INFORMATION:
********************

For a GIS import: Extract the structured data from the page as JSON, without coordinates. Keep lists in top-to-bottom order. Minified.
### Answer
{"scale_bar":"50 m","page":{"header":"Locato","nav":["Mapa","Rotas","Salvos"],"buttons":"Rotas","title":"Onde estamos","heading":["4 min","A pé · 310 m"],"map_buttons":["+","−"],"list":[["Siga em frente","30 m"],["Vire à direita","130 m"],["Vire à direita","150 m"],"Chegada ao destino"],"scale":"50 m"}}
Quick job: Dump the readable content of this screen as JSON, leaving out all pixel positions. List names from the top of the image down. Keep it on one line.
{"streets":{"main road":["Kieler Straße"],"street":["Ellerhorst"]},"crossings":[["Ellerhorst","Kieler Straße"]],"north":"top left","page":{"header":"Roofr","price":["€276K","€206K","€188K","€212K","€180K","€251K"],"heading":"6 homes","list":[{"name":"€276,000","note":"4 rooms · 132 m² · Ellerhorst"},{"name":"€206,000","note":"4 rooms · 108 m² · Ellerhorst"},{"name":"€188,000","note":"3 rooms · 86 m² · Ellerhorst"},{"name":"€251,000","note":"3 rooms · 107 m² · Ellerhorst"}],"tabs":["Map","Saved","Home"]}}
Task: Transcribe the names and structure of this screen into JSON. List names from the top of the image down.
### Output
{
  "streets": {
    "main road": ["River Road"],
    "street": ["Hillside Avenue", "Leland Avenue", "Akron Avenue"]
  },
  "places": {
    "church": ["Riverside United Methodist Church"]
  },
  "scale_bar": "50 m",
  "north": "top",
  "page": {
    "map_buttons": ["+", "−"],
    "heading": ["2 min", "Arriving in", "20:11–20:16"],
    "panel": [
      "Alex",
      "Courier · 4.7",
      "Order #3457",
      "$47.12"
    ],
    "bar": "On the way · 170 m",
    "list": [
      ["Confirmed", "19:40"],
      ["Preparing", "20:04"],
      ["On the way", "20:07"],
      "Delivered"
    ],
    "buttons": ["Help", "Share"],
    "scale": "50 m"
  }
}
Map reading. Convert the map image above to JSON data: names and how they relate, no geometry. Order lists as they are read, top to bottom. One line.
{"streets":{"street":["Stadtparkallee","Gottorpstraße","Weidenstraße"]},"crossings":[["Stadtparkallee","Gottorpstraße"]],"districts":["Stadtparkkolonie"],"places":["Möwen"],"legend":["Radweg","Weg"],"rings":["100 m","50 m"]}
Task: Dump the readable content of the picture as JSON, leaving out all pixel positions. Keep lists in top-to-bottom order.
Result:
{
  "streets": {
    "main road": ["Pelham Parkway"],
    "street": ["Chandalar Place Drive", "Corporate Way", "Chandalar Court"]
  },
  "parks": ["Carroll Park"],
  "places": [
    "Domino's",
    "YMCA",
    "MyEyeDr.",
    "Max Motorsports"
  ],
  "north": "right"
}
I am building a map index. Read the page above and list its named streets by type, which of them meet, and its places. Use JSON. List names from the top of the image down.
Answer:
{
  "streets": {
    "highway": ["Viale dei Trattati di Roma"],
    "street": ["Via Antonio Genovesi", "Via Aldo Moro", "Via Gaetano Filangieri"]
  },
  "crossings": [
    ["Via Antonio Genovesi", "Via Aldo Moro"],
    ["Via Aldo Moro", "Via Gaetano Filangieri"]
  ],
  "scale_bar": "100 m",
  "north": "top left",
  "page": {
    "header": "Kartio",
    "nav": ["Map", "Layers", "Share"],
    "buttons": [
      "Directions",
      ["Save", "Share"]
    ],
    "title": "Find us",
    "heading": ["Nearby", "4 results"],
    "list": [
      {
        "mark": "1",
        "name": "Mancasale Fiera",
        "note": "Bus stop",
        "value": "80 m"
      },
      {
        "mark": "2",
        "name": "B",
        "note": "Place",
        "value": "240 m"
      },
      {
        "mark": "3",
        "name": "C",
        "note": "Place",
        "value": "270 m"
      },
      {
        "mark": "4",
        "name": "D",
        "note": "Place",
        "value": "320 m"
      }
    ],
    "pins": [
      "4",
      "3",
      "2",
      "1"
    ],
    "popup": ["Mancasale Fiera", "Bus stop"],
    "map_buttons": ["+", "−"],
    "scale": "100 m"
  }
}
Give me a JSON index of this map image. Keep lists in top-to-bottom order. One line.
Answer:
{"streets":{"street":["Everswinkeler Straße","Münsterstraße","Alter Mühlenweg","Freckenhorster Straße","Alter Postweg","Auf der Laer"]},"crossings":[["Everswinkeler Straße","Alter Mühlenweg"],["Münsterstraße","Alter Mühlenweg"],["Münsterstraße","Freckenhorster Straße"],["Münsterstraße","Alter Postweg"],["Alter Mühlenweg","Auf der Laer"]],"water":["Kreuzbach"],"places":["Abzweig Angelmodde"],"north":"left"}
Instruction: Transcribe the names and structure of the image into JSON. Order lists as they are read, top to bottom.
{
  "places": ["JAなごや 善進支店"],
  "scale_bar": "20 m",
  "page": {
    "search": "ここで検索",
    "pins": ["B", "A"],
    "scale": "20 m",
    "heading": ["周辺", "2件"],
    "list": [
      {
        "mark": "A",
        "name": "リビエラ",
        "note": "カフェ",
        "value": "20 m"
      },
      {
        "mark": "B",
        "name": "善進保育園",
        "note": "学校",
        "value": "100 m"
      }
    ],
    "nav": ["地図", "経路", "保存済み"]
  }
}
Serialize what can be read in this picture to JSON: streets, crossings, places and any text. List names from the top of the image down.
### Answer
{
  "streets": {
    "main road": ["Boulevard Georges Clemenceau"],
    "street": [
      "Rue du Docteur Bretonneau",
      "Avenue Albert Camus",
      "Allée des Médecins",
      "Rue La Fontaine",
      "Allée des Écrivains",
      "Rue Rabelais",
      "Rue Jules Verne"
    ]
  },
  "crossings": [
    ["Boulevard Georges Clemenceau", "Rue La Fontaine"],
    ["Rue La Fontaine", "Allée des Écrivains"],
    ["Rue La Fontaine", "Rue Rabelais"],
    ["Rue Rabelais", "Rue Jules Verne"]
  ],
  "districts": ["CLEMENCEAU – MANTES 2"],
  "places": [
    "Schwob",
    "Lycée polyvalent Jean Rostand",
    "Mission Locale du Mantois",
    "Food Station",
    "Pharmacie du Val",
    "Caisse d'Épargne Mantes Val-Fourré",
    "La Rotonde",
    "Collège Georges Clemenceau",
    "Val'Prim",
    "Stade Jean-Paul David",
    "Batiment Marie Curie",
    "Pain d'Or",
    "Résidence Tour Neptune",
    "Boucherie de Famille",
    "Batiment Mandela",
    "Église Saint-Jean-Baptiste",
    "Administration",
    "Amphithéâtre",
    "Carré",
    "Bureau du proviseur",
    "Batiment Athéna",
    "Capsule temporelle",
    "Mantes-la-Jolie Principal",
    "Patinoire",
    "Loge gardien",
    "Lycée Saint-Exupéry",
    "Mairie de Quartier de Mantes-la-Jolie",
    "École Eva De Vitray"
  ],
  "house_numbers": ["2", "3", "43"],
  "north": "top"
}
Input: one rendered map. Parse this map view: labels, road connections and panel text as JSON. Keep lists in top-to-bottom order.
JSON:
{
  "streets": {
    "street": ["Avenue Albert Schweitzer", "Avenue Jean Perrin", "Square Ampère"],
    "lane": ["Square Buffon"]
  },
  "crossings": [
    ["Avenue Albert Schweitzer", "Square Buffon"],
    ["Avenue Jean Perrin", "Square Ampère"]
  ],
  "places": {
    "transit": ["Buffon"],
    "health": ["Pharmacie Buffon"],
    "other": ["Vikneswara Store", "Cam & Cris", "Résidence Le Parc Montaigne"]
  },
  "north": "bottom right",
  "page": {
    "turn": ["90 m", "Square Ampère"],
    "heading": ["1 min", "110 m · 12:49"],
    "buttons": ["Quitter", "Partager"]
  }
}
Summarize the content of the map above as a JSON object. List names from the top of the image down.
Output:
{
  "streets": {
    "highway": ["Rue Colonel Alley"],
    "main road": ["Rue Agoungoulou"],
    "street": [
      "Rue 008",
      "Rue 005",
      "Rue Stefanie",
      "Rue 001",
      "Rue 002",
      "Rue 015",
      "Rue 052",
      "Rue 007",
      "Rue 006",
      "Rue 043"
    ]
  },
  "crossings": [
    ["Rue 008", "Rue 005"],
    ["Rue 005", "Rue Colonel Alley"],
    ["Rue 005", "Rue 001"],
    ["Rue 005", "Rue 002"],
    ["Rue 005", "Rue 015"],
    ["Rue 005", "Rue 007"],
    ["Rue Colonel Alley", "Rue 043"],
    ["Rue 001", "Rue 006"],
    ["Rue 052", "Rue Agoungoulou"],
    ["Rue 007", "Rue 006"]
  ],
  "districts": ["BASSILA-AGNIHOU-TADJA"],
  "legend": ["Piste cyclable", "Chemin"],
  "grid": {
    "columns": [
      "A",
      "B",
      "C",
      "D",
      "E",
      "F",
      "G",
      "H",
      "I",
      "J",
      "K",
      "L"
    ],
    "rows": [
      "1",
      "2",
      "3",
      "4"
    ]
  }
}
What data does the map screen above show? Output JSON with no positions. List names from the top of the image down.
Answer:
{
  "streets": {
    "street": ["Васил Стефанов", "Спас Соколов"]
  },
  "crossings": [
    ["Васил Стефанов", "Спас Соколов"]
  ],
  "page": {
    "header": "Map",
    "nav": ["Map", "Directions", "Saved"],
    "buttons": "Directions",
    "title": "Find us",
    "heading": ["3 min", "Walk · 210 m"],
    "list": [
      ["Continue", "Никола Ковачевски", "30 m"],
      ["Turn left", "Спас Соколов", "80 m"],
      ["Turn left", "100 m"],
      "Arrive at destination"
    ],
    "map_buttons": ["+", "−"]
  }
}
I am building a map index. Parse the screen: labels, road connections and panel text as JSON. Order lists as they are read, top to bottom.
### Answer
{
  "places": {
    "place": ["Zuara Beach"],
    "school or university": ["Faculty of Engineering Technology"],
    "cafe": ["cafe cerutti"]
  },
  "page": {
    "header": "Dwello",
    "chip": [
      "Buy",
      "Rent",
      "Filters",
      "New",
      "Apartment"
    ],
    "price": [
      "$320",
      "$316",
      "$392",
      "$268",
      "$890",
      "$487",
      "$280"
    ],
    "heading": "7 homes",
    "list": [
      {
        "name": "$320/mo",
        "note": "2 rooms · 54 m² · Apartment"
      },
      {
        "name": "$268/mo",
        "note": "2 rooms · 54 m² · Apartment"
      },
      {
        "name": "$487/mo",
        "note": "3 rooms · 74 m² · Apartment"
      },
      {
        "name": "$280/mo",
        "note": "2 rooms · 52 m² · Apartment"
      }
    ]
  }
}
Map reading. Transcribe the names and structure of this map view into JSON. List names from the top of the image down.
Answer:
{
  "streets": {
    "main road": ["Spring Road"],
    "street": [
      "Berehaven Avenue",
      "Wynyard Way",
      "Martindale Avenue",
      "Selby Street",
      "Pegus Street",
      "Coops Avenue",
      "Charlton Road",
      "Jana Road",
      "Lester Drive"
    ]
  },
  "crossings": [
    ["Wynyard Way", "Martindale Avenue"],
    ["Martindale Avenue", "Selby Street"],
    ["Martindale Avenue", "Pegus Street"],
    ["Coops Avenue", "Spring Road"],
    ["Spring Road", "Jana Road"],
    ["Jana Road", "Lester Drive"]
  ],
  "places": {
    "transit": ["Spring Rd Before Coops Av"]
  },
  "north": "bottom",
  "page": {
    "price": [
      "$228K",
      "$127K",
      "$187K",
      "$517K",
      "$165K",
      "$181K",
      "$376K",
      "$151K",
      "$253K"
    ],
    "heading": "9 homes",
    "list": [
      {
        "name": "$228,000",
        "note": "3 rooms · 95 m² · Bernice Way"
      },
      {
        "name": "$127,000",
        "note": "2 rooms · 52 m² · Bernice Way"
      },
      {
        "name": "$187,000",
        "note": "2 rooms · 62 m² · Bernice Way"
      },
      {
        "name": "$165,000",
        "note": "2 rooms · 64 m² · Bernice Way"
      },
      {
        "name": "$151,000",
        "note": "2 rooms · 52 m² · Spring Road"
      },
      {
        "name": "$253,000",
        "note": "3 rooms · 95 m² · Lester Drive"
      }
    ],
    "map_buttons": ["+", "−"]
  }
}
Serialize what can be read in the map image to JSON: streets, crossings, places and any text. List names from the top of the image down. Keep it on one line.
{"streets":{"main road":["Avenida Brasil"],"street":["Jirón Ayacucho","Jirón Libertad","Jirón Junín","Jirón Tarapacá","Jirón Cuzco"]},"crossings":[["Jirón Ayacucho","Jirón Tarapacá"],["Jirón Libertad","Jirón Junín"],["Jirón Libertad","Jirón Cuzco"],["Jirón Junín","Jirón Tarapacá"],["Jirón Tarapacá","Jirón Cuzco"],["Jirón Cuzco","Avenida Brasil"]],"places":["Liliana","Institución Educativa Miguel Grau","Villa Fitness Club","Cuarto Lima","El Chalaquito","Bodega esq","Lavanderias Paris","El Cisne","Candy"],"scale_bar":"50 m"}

********************

THE TASK: Check the data for the word "labels" and pull out the lines that have it.

SOLUTION FOR THIS EXERCISE:
Input: one rendered map. Parse this map view: labels, road connections and panel text as JSON. Keep lists in top-to-bottom order.
I am building a map index. Parse the screen: labels, road connections and panel text as JSON. Order lists as they are read, top to bottom.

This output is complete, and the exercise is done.